■ Assigned task ■
What's needed: every entry, printed exactly, minus the images.

[Collected data]
****************************************

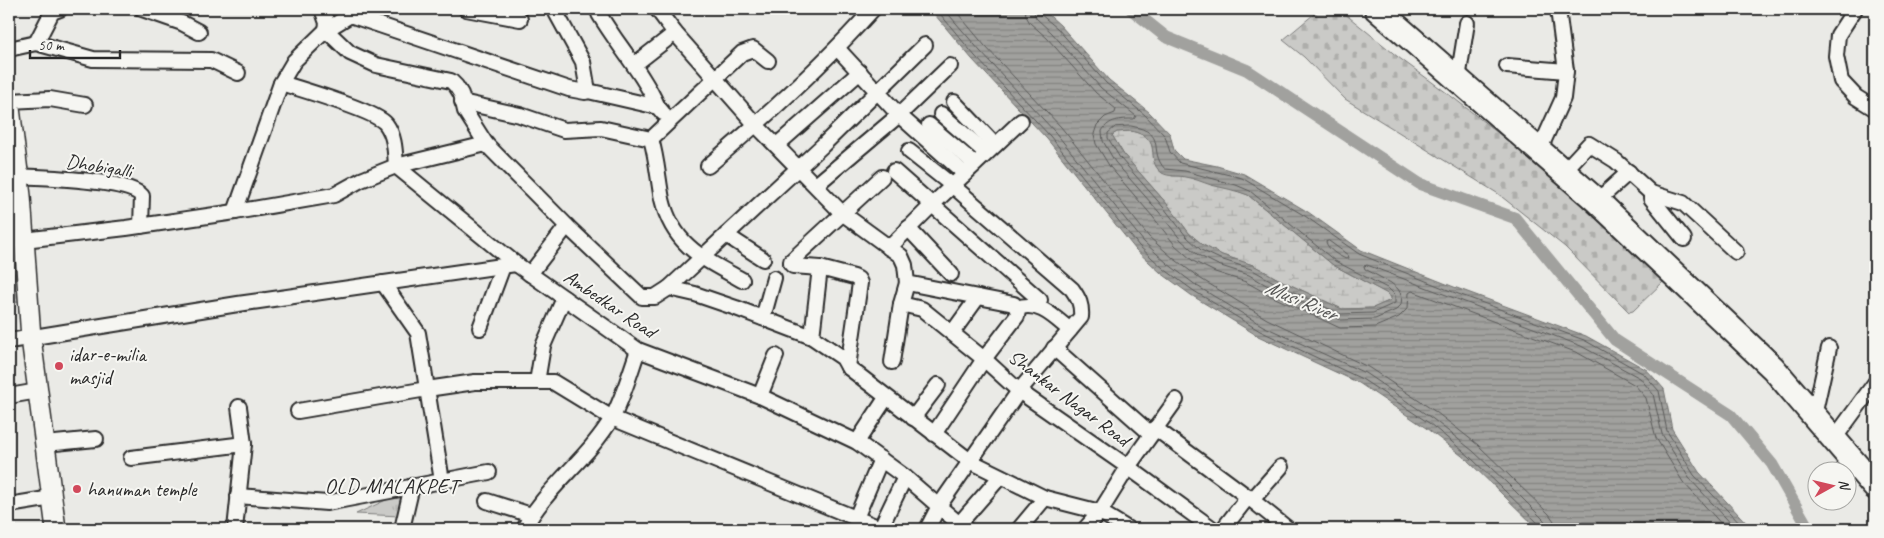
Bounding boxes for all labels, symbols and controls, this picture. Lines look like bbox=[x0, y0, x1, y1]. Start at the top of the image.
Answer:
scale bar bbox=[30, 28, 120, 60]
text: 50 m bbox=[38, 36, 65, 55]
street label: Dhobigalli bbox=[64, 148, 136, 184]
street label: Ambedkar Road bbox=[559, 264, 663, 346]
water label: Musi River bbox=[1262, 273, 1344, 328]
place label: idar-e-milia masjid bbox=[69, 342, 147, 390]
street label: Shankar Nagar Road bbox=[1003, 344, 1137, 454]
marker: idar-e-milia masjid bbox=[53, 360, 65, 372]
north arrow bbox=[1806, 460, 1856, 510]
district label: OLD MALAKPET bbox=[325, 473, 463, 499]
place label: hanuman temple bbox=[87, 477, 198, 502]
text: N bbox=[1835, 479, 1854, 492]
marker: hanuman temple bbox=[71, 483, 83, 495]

****************************************

■ Result of this exercise ■
Bounding boxes for all labels, symbols and controls, this picture. Lines look like bbox=[x0, y0, x1, y1]. Start at the top of the image.
Answer:
scale bar bbox=[30, 28, 120, 60]
text: 50 m bbox=[38, 36, 65, 55]
street label: Dhobigalli bbox=[64, 148, 136, 184]
street label: Ambedkar Road bbox=[559, 264, 663, 346]
water label: Musi River bbox=[1262, 273, 1344, 328]
place label: idar-e-milia masjid bbox=[69, 342, 147, 390]
street label: Shankar Nagar Road bbox=[1003, 344, 1137, 454]
marker: idar-e-milia masjid bbox=[53, 360, 65, 372]
north arrow bbox=[1806, 460, 1856, 510]
district label: OLD MALAKPET bbox=[325, 473, 463, 499]
place label: hanuman temple bbox=[87, 477, 198, 502]
text: N bbox=[1835, 479, 1854, 492]
marker: hanuman temple bbox=[71, 483, 83, 495]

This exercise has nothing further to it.